I feel this bug does not need a reproduction ENV to verify the logic is very straight forward. Can I simply write a test to prove the solution Ge?
I am hitting this same bug it seems when provisioning a new 4.4.6 setup. If I can help by providing logs etc let me know
Hi all, can someone please confirm if this bug is only present for new installations and not affecting upgrades from 4.3 to 4.4? thanks.
I'm no longer hitting this issue with 4.3/4.4 It appears that one way this issue occurs is if you have unreliable DNS during intial bootstrap. I've switched from a RouterOS DNS to dnsmasq. Secondly I've made sure my bootstrap IP doesn't conflict with the master/worker IPs For some reason a master of 10.1.1.3 would conflict with a bootstrap of 10.1.1.31
> For some reason a master of 10.1.1.3 would conflict with a bootstrap of 10.1.1.31 That is the bug we're fixing here [1]. But the 4.4 backport is still in flight [2] (bug 1837152), and needs this bug to be VERIFIED in 4.5 before it can land.
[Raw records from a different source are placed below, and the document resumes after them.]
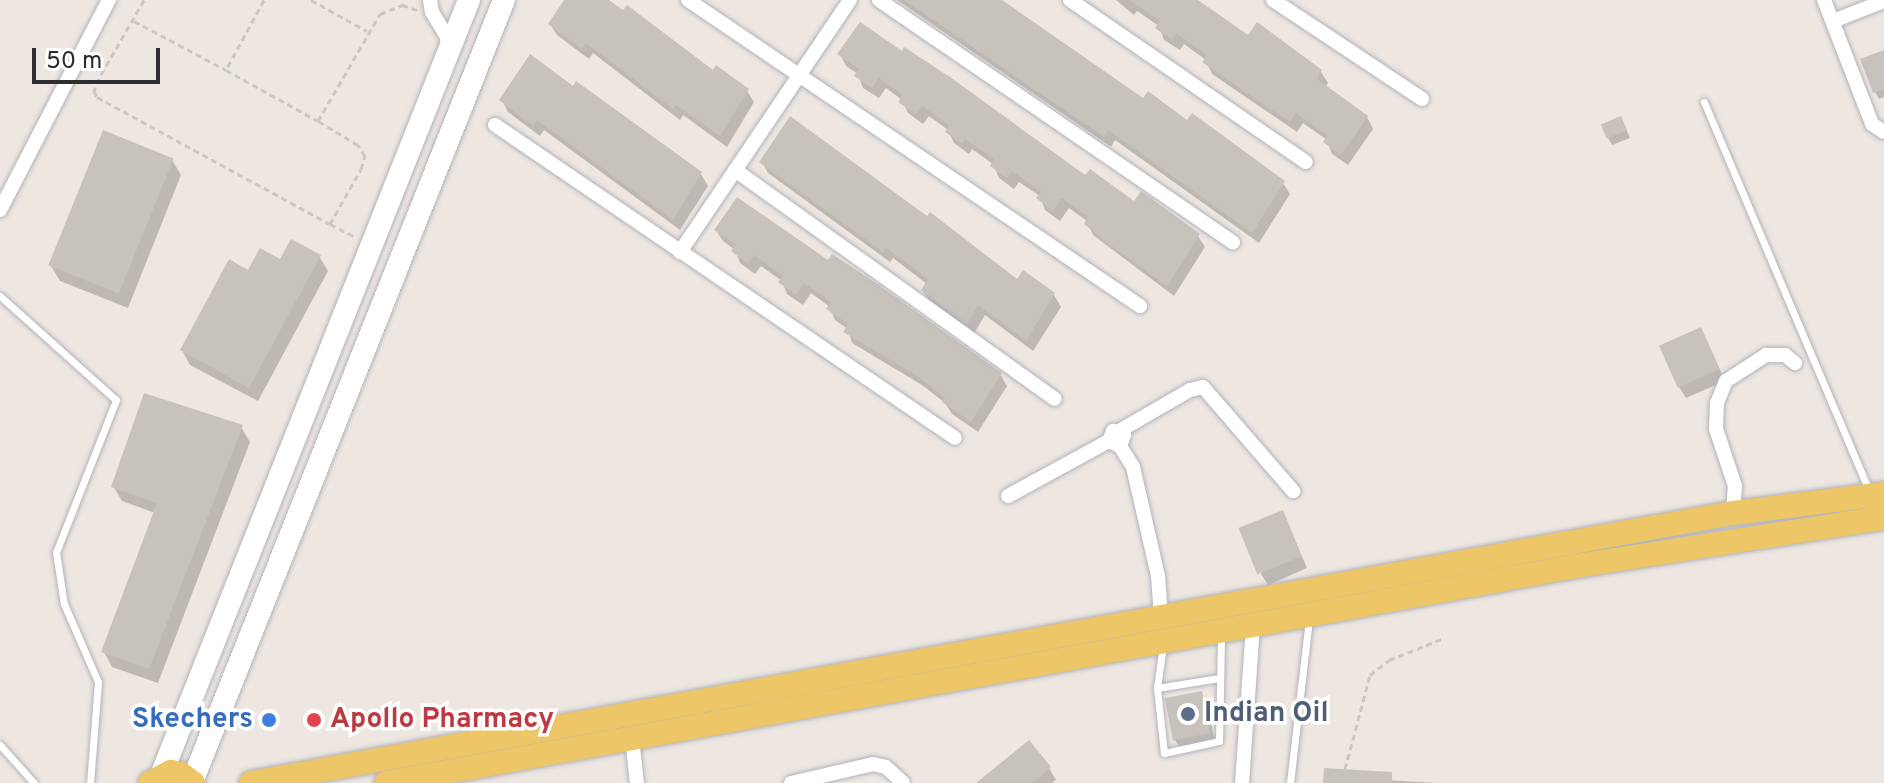 <!DOCTYPE html>
<html>
<head>
<meta charset="utf-8">
<style>
  body { margin:0 }
  #map { position:relative; width:1884px; height:783px; overflow:hidden; background:#eee7e1; font-family:Overpass,sans-serif }
  div>[style] { position:absolute }
  [style*='--x'] { left:calc(var(--x)*1px); top:calc(var(--y)*1px); width:calc(var(--w)*1px); rotate:calc(var(--a)*1deg) }
  .shadow>* { inset:0; background:#0003 }
  .building>* { inset:0; background:#c7c2bc; transform-origin:0 0 }
  .path>* { height:3px; margin-top:-1.5px; transform-origin:0; background:repeating-linear-gradient(90deg,#c8c8c8 0 6px,transparent 0 10px) }
  .roads { filter:drop-shadow(0 0 2px #b1b4bd) drop-shadow(0 0 2px #b1b4bd) }
  .lane>* { height:7px; margin:-3.5px; padding:0 3.5px; transform-origin:3.5px; border-radius:3.5px; background:#fff }
  .street>* { height:14px; margin:-7px; padding:0 7px; transform-origin:7px; border-radius:7px; background:#fff }
  .secondary>* { height:22px; margin:-11px; padding:0 11px; transform-origin:11px; border-radius:11px; background:#fff }
  .primary>* { height:24px; margin:-12px; padding:0 12px; transform-origin:12px; border-radius:12px; background:#edc667 }
  .dots>* { width:22px; height:22px; translate:-50% -50%; box-sizing:border-box; border:4px solid #fff; border-radius:50% }
  span { translate:-50% -50%; white-space:nowrap; text-align:center; line-height:1.15; -webkit-text-stroke:7px #fff; paint-order:stroke }
  .service-label { font-size:28px; color:#4e5e75; font-weight:700 }
  .left { translate:0 -50%; text-align:left }
  .shop-label { font-size:28px; color:#366cbe; font-weight:700 }
  .right { translate:-100% -50%; text-align:right }
  .health-label { font-size:28px; color:#be3a42; font-weight:700 }
  .scale { position:absolute; left:32px; top:48px; width:128px; height:36px; box-sizing:border-box; border:4px solid #2d2d2d; border-top:0; padding-left:10px; font-size:24px; line-height:28px; white-space:nowrap; color:#2d2d2d; -webkit-text-stroke:6px #fff; paint-order:stroke }
</style>
</head>
<body>
<div id="map">
  <div class="shadow">
    <div style="clip-path:polygon(566px 0,606px 0,714px 73px,747px 91px,754px 102px,727px 147px,683px 115px,680px 120px,593px 53px,589px 59px,557px 35px,550px 24px)"></div>
    <div style="clip-path:polygon(897px 0,999px 0,1144px 100px,1188px 123px,1283px 183px,1290px 194px,1259px 243px,1115px 140px,1111px 147px)"></div>
    <div style="clip-path:polygon(1116px 0,1196px 0,1248px 38px,1321px 72px,1328px 83px,1325px 88px,1367px 117px,1373px 129px,1348px 165px,1332px 154px,1327px 140px,1303px 123px,1297px 132px,1212px 74px,1206px 60px,1184px 44px,1180px 50px,1164px 40px,1159px 26px,1137px 11px,1134px 15px)"></div>
    <div style="clip-path:polygon(1884px 52px,1884px 97px,1879px 99px,1875px 92px)"></div>
    <div style="clip-path:polygon(840px 54px,1198px 236px,1205px 247px,1174px 296px,1093px 235px,1087px 221px,1069px 208px,1060px 221px,1045px 210px,1040px 196px,1019px 182px,1014px 189px,999px 178px,993px 164px,972px 149px,969px 154px,954px 143px,948px 130px,929px 116px,923px 124px,908px 113px,902px 100px,886px 88px,879px 98px,863px 88px,858px 74px,846px 66px)"></div>
    <div style="clip-path:polygon(502px 100px,701px 174px,708px 186px,680px 230px,544px 130px,540px 136px,508px 112px)"></div>
    <div style="clip-path:polygon(1625px 126px,1630px 138px,1612px 145px,1608px 138px)"></div>
    <div style="clip-path:polygon(172px 160px,181px 175px,128px 308px,60px 281px,51px 266px)"></div>
    <div style="clip-path:polygon(762px 162px,1017px 282px,1054px 295px,1061px 307px,1033px 351px,985px 315px,974px 334px,930px 302px,923px 291px,927px 284px,893px 258px,890px 262px,768px 173px)"></div>
    <div style="clip-path:polygon(716px 230px,1000px 374px,1007px 386px,978px 432px,952px 414px,945px 403px,922px 385px,852px 343px,848px 329px,835px 320px,830px 307px,811px 293px,803px 305px,787px 294px,782px 281px,761px 266px,755px 274px,740px 263px,735px 250px,723px 241px)"></div>
    <div style="clip-path:polygon(319px 256px,328px 271px,258px 401px,190px 365px,182px 350px,249px 273px,281px 262px)"></div>
    <div style="clip-path:polygon(1707px 341px,1725px 381px,1686px 398px,1679px 387px)"></div>
    <div style="clip-path:polygon(241px 427px,250px 442px,158px 683px,112px 667px,104px 652px,155px 513px,122px 501px,113px 486px)"></div>
    <div style="clip-path:polygon(1288px 524px,1307px 568px,1268px 585px,1261px 574px)"></div>
    <div style="clip-path:polygon(1201px 693px,1208px 705px,1215px 744px,1182px 751px,1175px 740px)"></div>
    <div style="clip-path:polygon(1049px 768px,1056px 780px,1052px 783px,980px 783px)"></div>
    <div style="clip-path:polygon(1384px 780px,1439px 783px,1325px 783px)"></div>
  </div>
  <div class="building">
    <div style="clip-path:polygon(564px 0,609px 0,623px 10px,627px 5px,713px 70px,716px 65px,749px 89px,720px 136px,676px 105px,673px 109px,586px 43px,582px 49px,548px 24px)"></div>
    <div style="clip-path:polygon(904px 0,1002px 0,1143px 98px,1148px 91px,1187px 120px,1192px 113px,1285px 181px,1252px 233px,1108px 130px,1104px 137px)"></div>
    <div style="clip-path:polygon(1130px 0,1198px 0,1248px 35px,1257px 22px,1322px 70px,1317px 79px,1368px 116px,1341px 155px,1323px 142px,1328px 136px,1296px 113px,1290px 122px,1261px 103px,1202px 62px,1207px 55px,1177px 34px,1172px 40px,1155px 28px,1160px 21px)"></div>
    <div style="clip-path:polygon(860px 22px,902px 51px,904px 47px,950px 77px,1085px 175px,1090px 169px,1134px 201px,1141px 191px,1200px 234px,1167px 286px,1106px 242px,1084px 224px,1088px 217px,1062px 198px,1053px 211px,1036px 198px,1041px 192px,1012px 171px,1007px 178px,990px 166px,994px 159px,965px 139px,962px 144px,945px 132px,949px 125px,922px 106px,916px 114px,898px 102px,903px 95px,879px 78px,872px 88px,854px 76px,859px 69px,837px 54px)"></div>
    <div style="clip-path:polygon(1884px 50px,1884px 89px,1873px 93px,1860px 59px)"></div>
    <div style="clip-path:polygon(530px 54px,573px 86px,576px 81px,702px 172px,673px 220px,537px 120px,533px 126px,499px 100px)"></div>
    <div style="clip-path:polygon(790px 116px,927px 216px,930px 212px,1017px 279px,1023px 270px,1055px 293px,1026px 341px,978px 305px,967px 324px,921px 290px,928px 279px,886px 248px,883px 252px,759px 162px)"></div>
    <div style="left:1621px;top:116px;width:15px;height:22px;rotate:67deg"></div>
    <div style="left:103px;top:130px;width:76px;height:146px;rotate:22deg"></div>
    <div style="clip-path:polygon(737px 197px,828px 260px,832px 254px,876px 283px,1002px 373px,971px 422px,942px 402px,945px 398px,914px 374px,843px 332px,848px 324px,826px 309px,831px 302px,804px 283px,796px 295px,778px 282px,783px 276px,754px 255px,748px 264px,731px 251px,736px 245px,714px 230px)"></div>
    <div style="clip-path:polygon(291px 239px,321px 255px,249px 388px,180px 350px,229px 259px,248px 270px,260px 248px,280px 259px)"></div>
    <div style="left:1701px;top:327px;width:46px;height:46px;rotate:66deg"></div>
    <div style="clip-path:polygon(144px 393px,243px 425px,149px 669px,101px 652px,157px 503px,111px 487px)"></div>
    <div style="left:1283px;top:510px;width:50px;height:48px;rotate:68deg"></div>
    <div style="left:1202px;top:691px;width:43px;height:38px;rotate:79deg"></div>
    <div style="clip-path:polygon(1029px 740px,1051px 767px,1032px 783px,976px 783px)"></div>
    <div style="clip-path:polygon(1324px 768px,1392px 772px,1392px 783px,1323px 783px)"></div>
  </div>
  <div class="path">
    <div style="--x:144;--y:0;--w:90;--a:120"></div>
    <div style="--x:99;--y:78;--w:14;--a:111"></div>
    <div style="--x:94;--y:91;--w:7;--a:63"></div>
    <div style="--x:97;--y:97;--w:265;--a:28.6"></div>
    <div style="--x:330;--y:224;--w:63;--a:-60.6"></div>
    <div style="--x:361;--y:169;--w:14;--a:-73"></div>
    <div style="--x:365;--y:156;--w:13;--a:-122"></div>
    <div style="--x:358;--y:145;--w:47;--a:-149"></div>
    <div style="--x:318;--y:121;--w:124;--a:-59.9"></div>
    <div style="--x:380;--y:14;--w:24;--a:-22"></div>
    <div style="--x:402;--y:5;--w:16;--a:18"></div>
    <div style="--x:264;--y:0;--w:80;--a:118.5"></div>
    <div style="--x:226;--y:70;--w:105;--a:29"></div>
    <div style="--x:311;--y:0;--w:64;--a:29"></div>
    <div style="--x:134;--y:21;--w:104;--a:28"></div>
    <div style="--x:330;--y:224;--w:28;--a:27"></div>
    <div style="--x:1345;--y:769;--w:97;--a:-75.1"></div>
    <div style="--x:1370;--y:675;--w:24;--a:-38"></div>
    <div style="--x:1389;--y:660;--w:59;--a:-21.8"></div>
  </div>
  <div class="roads">
    <div class="lane">
      <div style="--x:1704;--y:102;--w:423;--a:67"></div>
      <div style="--x:0;--y:296;--w:156;--a:41.9"></div>
      <div style="--x:116;--y:400;--w:163;--a:111.5"></div>
      <div style="--x:56;--y:552;--w:53;--a:81.3"></div>
      <div style="--x:64;--y:604;--w:85;--a:66.4"></div>
      <div style="--x:98;--y:682;--w:101;--a:94.5"></div>
      <div style="--x:1163;--y:645;--w:43;--a:97.9"></div>
      <div style="--x:1157;--y:688;--w:65;--a:83.9"></div>
      <div style="--x:1164;--y:753;--w:56;--a:-12.3"></div>
      <div style="--x:1219;--y:741;--w:107;--a:-88.9"></div>
      <div style="--x:1157;--y:688;--w:63;--a:-9.2"></div>
      <div style="--x:0;--y:745;--w:51;--a:48.2"></div>
      <div style="--x:1290;--y:783;--w:164;--a:-83.4"></div>
    </div>
    <div class="street">
      <div style="--x:430;--y:0;--w:12;--a:81"></div>
      <div style="--x:432;--y:12;--w:29;--a:59"></div>
      <div style="--x:447;--y:37;--w:14;--a:86"></div>
      <div style="--x:688;--y:0;--w:546;--a:34.1"></div>
      <div style="--x:879;--y:0;--w:429;--a:34.4"></div>
      <div style="--x:1070;--y:0;--w:286;--a:34.5"></div>
      <div style="--x:1273;--y:0;--w:179;--a:33.6"></div>
      <div style="--x:1824;--y:0;--w:133;--a:68.8"></div>
      <div style="--x:1872;--y:124;--w:14;--a:34"></div>
      <div style="--x:1833;--y:21;--w:55;--a:-21.4"></div>
      <div style="--x:495;--y:125;--w:556;--a:34.23"></div>
      <div style="--x:735;--y:170;--w:393;--a:35.6"></div>
      <div style="--x:0;--y:210;--w:237;--a:-62.6"></div>
      <div style="--x:680;--y:252;--w:304;--a:-56"></div>
      <div style="--x:1119;--y:431;--w:82;--a:-30"></div>
      <div style="--x:1190;--y:390;--w:13;--a:-13"></div>
      <div style="--x:1203;--y:387;--w:138;--a:49.1"></div>
      <div style="--x:1120;--y:446;--w:25;--a:58"></div>
      <div style="--x:1133;--y:467;--w:112;--a:77.1"></div>
      <div style="--x:1158;--y:576;--w:40;--a:85.7"></div>
      <div style="--x:1008;--y:496;--w:115;--a:-28.6"></div>
      <div style="--x:1109;--y:441;--w:11;--a:-68"></div>
      <div style="--x:1113;--y:431;--w:12;--a:20"></div>
      <div style="--x:1124;--y:435;--w:12;--a:110"></div>
      <div style="--x:1120;--y:446;--w:12;--a:-156"></div>
      <div style="--x:1733;--y:513;--w:27;--a:-86"></div>
      <div style="--x:1735;--y:486;--w:60;--a:-108.4"></div>
      <div style="--x:1716;--y:429;--w:26;--a:-88"></div>
      <div style="--x:1717;--y:403;--w:24;--a:-68"></div>
      <div style="--x:1726;--y:381;--w:48;--a:-33"></div>
      <div style="--x:1766;--y:355;--w:19;--a:0"></div>
      <div style="--x:1785;--y:355;--w:13;--a:39"></div>
      <div style="--x:632;--y:738;--w:45;--a:83.7"></div>
      <div style="--x:791;--y:783;--w:84;--a:-13"></div>
      <div style="--x:873;--y:764;--w:13;--a:13"></div>
      <div style="--x:886;--y:767;--w:23;--a:43"></div>
      <div style="--x:1242;--y:783;--w:158;--a:-86"></div>
    </div>
    <div class="secondary">
      <div style="--x:162;--y:773;--w:832;--a:-68.34"></div>
      <div style="--x:192;--y:782;--w:842;--a:-68.25"></div>
    </div>
    <div class="primary">
      <div style="--x:150;--y:783;--w:24;--a:-28"></div>
      <div style="--x:171;--y:772;--w:10;--a:11"></div>
      <div style="--x:181;--y:774;--w:15;--a:37"></div>
      <div style="--x:251;--y:783;--w:1506;--a:-10.33"></div>
      <div style="--x:1733;--y:513;--w:152;--a:-7.2"></div>
      <div style="--x:386;--y:783;--w:1210;--a:-10.33"></div>
      <div style="--x:1576;--y:566;--w:312;--a:-8.9"></div>
    </div>
  </div>
  <div class="dots">
    <div style="left:1188px;top:714px;background:#5c6f8a"></div>
    <div style="left:269px;top:720px;background:#3f7fe0"></div>
    <div style="left:314px;top:720px;background:#e0444e"></div>
  </div>
  <div class="service-label">
    <span class="left" style="left:1204px;top:714px">Indian Oil</span>
  </div>
  <div class="shop-label">
    <span class="right" style="left:253px;top:720px">Skechers</span>
  </div>
  <div class="health-label">
    <span class="left" style="left:330px;top:720px">Apollo Pharmacy</span>
  </div>
  <div class="scale">50 m</div>
</div>
</body>
</html>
This bug does not address unreliable DNS. Does something there need to get spun out into a new bug? [1]: https://github.com/openshift/etcd/pull/48/files [2]: https://github.com/openshift/etcd/pull/49
(In reply to W. Trevor King from comment #52) > > For some reason a master of 10.1.1.3 would conflict with a bootstrap of 10.1.1.31 > > That is the bug we're fixing here [1]. But the 4.4 backport is still in > flight [2] (bug 1837152), and needs this bug to be VERIFIED in 4.5 before it > can land. > > This bug does not address unreliable DNS. Does something there need to get > spun out into a new bug? > > [1]: https://github.com/openshift/etcd/pull/48/files > [2]: https://github.com/openshift/etcd/pull/49 Hi Trevor, thanks for the PR and the 4.4 backport BZ links, appreciated. Apart from that, could be possible to confirm if this bug only affects during initial etcd cluster installation and not during 4.3 to 4.4 upgrades? I suppose it shouldn't because the bootstrap node is no longer present but I don't know which procedure the new operator follows during an upgrade, thanks. Best Regards.
> Hi all, can someone please confirm if this bug is only present for new installations and not affecting upgrades from 4.3 to 4.4? thanks. I believe this could be a problem with upgrades as well, essentially any 2 master nodes which have IP addresses that could invalidate a contains call could cause etcd to become confused. This is a bug[1],[2] and it needs to be merged Ge please verify ASAP. https://play.golang.org/p/ZTbgAlVBz0X [2]https://github.com/openshift/etcd/blob/openshift-4.4/openshift-tools/pkg/discover-etcd-initial-cluster/initial-cluster.go#L244
(In reply to Sam Batschelet from comment #54) > > Hi all, can someone please confirm if this bug is only present for new installations and not affecting upgrades from 4.3 to 4.4? thanks. > > I believe this could be a problem with upgrades as well, essentially any 2 > master nodes which have IP addresses that could invalidate a contains call > could cause etcd to become confused. This is a bug[1],[2] and it needs to be > merged Ge please verify ASAP. > > https://play.golang.org/p/ZTbgAlVBz0X > > [2]https://github.com/openshift/etcd/blob/openshift-4.4/openshift-tools/pkg/ > discover-etcd-initial-cluster/initial-cluster.go#L244 Thanks for the confirmation Sam, appreciated!
Since the problem described in this bug report should be resolved in a recent advisory, it has been closed with a resolution of ERRATA. For information on the advisory, and where to find the updated files, follow the link below. If the solution does not work for you, open a new bug report. https://access.redhat.com/errata/RHBA-2020:2409
Issued appear to be resolved. Main problem was a bad DNS resolver having problems during build time.